Assignment> Extract only the lines running from the top of the entries to the line that holds "display:grid; place-items:center; width:45px;". Include that line and omit the pictures.

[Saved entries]
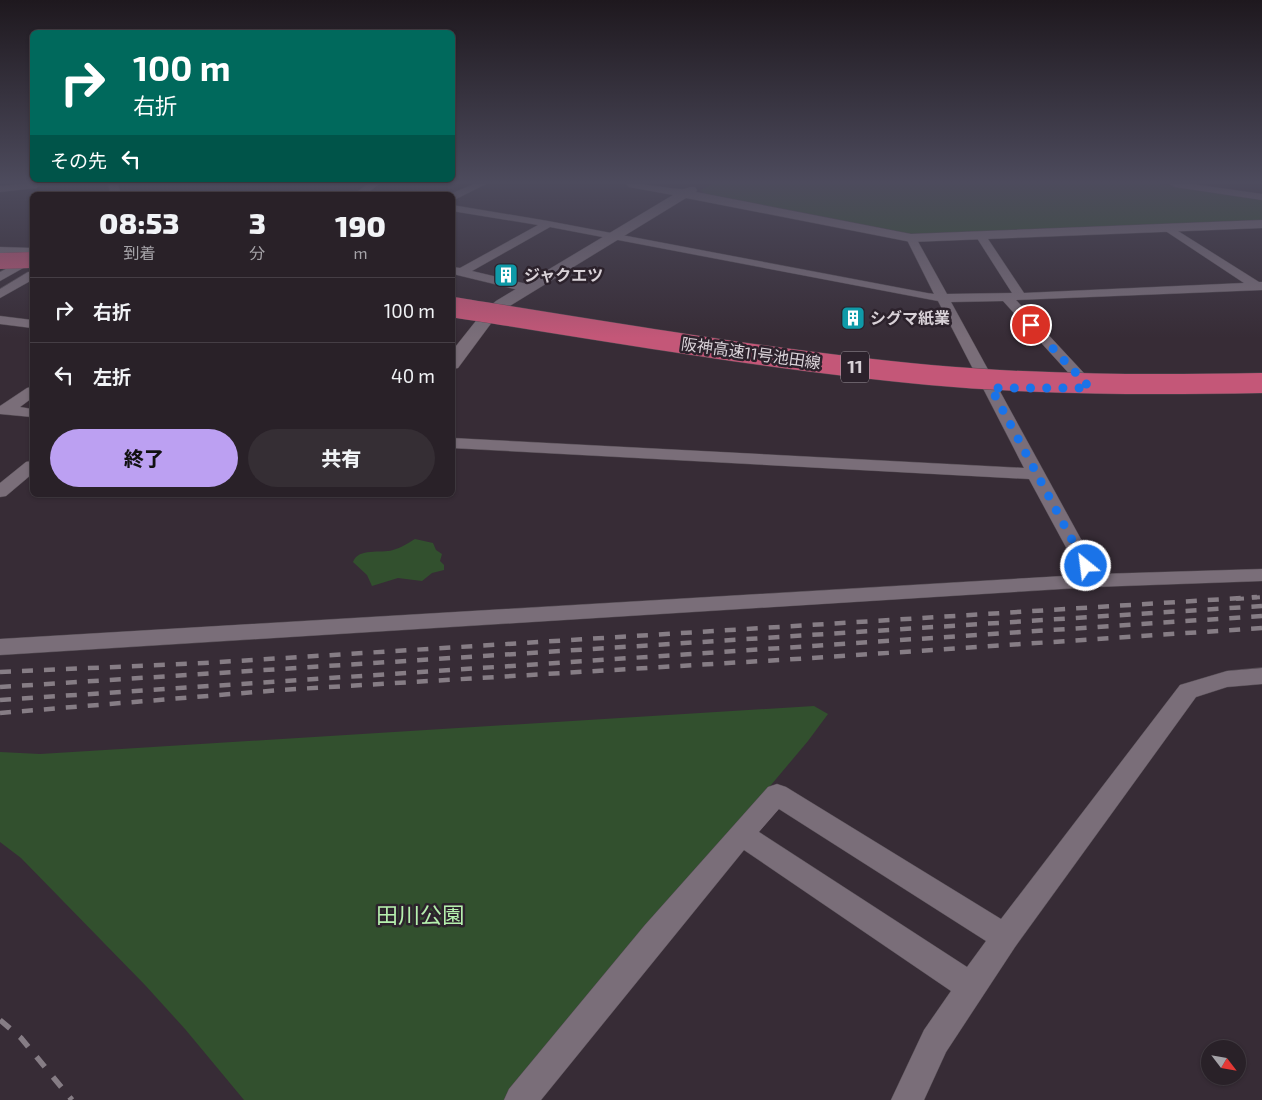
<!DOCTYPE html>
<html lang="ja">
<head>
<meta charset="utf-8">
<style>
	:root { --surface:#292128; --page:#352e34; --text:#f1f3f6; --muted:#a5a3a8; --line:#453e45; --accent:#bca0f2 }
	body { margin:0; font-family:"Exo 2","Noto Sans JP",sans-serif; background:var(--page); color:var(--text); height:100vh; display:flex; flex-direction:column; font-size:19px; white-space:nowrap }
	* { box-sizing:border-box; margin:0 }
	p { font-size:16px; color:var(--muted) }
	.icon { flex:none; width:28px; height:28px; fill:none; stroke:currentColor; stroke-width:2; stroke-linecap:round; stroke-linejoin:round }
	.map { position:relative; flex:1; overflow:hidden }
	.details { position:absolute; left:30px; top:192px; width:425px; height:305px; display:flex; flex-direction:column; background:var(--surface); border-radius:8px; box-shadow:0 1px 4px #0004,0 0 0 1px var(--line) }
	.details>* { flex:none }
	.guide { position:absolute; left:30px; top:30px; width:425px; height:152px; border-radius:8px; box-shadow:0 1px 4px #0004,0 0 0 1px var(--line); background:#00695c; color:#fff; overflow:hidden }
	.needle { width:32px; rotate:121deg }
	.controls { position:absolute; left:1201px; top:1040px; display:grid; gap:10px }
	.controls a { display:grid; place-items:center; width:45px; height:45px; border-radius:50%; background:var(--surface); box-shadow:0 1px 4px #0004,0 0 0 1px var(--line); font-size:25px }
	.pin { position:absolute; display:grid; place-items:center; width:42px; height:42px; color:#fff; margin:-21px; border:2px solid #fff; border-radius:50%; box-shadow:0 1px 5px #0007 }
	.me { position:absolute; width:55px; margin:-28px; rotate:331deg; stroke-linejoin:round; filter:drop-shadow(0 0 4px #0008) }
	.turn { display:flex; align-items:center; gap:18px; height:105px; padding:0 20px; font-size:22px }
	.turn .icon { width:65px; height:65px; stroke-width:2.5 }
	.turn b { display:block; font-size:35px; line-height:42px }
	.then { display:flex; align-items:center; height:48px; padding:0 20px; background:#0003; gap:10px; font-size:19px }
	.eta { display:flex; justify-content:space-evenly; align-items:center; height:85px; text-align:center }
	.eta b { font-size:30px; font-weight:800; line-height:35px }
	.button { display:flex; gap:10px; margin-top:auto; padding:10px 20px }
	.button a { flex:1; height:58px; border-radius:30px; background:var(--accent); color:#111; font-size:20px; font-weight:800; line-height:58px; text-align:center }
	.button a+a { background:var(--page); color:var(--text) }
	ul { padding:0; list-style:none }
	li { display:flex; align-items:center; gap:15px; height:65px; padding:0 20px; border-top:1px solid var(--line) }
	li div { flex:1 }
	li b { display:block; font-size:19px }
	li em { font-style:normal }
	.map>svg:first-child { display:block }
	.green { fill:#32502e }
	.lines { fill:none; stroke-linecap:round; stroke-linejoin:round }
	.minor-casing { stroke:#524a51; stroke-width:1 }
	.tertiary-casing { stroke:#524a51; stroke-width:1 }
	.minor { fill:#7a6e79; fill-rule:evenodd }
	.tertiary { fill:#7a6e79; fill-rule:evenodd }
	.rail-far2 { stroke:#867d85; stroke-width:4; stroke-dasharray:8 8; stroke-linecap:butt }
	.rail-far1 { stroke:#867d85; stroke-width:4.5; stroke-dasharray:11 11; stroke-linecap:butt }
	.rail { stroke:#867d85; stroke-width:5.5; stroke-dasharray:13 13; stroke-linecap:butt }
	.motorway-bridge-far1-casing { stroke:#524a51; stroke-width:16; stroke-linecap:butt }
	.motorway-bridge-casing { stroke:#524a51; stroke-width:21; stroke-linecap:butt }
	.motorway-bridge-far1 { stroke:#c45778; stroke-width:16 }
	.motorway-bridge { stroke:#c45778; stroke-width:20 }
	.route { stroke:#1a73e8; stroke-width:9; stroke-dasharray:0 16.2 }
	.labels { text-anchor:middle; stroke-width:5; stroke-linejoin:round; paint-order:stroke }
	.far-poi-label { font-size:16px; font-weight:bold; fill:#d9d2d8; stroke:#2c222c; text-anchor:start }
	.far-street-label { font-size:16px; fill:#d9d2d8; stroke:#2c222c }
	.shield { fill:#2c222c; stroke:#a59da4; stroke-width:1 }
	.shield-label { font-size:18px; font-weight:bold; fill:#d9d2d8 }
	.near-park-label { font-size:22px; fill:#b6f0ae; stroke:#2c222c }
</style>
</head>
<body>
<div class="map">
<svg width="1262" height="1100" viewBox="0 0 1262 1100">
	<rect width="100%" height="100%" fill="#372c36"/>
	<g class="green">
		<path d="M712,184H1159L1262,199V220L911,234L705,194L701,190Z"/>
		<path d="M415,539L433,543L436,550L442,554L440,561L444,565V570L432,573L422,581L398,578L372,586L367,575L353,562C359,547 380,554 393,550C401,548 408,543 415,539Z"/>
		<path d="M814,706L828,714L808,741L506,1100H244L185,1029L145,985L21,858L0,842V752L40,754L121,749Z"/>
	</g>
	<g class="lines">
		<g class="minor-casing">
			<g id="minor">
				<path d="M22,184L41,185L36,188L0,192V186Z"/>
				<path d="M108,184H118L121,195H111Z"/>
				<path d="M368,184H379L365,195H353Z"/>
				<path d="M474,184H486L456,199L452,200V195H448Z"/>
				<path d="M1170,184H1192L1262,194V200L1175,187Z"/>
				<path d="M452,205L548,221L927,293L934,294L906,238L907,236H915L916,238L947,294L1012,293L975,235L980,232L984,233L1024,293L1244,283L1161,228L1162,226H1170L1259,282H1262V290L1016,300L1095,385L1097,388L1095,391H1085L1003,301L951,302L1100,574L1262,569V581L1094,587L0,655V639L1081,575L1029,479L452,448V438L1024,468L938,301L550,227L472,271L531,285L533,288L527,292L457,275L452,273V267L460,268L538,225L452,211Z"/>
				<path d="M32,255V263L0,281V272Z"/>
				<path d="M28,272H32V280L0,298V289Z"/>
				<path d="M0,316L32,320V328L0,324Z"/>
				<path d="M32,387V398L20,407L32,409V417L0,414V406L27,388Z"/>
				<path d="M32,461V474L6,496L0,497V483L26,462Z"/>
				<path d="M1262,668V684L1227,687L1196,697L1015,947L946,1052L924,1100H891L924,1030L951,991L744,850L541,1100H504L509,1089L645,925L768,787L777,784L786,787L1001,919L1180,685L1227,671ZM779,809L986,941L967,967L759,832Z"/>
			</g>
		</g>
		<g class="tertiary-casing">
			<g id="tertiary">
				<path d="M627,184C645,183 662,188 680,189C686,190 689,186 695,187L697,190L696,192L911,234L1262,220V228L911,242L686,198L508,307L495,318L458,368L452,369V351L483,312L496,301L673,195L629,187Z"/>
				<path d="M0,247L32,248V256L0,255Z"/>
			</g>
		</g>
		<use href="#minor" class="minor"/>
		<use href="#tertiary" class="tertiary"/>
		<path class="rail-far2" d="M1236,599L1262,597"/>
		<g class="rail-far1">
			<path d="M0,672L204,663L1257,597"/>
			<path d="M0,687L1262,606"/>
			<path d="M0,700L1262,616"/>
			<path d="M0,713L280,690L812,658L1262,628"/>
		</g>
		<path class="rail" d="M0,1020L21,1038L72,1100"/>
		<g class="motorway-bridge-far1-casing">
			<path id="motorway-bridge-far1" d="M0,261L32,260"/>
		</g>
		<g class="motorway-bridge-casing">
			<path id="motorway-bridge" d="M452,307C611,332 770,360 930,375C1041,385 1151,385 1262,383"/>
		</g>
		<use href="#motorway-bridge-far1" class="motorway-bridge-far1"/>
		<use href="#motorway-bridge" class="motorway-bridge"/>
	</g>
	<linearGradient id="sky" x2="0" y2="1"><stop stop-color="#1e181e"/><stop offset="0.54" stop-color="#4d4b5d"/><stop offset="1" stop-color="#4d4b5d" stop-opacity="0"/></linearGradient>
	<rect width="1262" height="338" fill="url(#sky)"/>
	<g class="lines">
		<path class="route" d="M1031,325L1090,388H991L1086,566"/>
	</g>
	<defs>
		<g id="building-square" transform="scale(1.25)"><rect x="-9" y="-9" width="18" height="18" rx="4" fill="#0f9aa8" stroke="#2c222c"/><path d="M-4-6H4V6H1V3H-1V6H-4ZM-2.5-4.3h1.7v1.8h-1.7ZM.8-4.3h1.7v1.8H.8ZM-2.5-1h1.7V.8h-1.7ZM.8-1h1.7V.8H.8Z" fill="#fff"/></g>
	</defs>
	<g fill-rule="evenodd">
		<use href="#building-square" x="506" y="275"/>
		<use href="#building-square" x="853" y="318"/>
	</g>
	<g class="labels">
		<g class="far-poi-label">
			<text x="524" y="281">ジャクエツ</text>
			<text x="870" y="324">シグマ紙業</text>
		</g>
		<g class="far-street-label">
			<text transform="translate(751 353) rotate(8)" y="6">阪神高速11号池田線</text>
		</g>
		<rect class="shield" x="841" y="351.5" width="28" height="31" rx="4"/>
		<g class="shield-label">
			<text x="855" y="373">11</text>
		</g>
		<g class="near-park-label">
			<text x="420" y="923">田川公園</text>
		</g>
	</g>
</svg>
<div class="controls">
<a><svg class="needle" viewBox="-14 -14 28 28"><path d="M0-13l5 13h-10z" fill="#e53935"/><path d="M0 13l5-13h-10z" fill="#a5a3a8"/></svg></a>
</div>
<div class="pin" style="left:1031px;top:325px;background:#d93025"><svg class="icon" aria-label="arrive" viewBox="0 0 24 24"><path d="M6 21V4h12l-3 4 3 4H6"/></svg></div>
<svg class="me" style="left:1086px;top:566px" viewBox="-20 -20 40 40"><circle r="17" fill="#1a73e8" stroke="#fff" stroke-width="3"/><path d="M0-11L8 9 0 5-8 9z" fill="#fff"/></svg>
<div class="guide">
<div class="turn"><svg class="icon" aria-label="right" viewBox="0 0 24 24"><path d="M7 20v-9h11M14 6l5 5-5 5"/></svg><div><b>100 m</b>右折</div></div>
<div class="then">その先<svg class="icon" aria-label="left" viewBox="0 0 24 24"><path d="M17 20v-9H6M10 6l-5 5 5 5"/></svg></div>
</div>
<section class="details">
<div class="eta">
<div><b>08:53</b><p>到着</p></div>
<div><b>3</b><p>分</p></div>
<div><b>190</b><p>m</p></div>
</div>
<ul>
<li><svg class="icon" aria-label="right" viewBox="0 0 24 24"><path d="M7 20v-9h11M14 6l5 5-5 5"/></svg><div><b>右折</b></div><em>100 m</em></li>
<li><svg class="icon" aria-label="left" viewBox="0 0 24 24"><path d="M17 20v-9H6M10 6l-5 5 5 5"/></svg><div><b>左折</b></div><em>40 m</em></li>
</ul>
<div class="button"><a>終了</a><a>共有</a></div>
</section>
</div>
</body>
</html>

Worked solution>
<!DOCTYPE html>
<html lang="ja">
<head>
<meta charset="utf-8">
<style>
	:root { --surface:#292128; --page:#352e34; --text:#f1f3f6; --muted:#a5a3a8; --line:#453e45; --accent:#bca0f2 }
	body { margin:0; font-family:"Exo 2","Noto Sans JP",sans-serif; background:var(--page); color:var(--text); height:100vh; display:flex; flex-direction:column; font-size:19px; white-space:nowrap }
	* { box-sizing:border-box; margin:0 }
	p { font-size:16px; color:var(--muted) }
	.icon { flex:none; width:28px; height:28px; fill:none; stroke:currentColor; stroke-width:2; stroke-linecap:round; stroke-linejoin:round }
	.map { position:relative; flex:1; overflow:hidden }
	.details { position:absolute; left:30px; top:192px; width:425px; height:305px; display:flex; flex-direction:column; background:var(--surface); border-radius:8px; box-shadow:0 1px 4px #0004,0 0 0 1px var(--line) }
	.details>* { flex:none }
	.guide { position:absolute; left:30px; top:30px; width:425px; height:152px; border-radius:8px; box-shadow:0 1px 4px #0004,0 0 0 1px var(--line); background:#00695c; color:#fff; overflow:hidden }
	.needle { width:32px; rotate:121deg }
	.controls { position:absolute; left:1201px; top:1040px; display:grid; gap:10px }
	.controls a { display:grid; place-items:center; width:45px; height:45px; border-radius:50%; background:var(--surface); box-shadow:0 1px 4px #0004,0 0 0 1px var(--line); font-size:25px }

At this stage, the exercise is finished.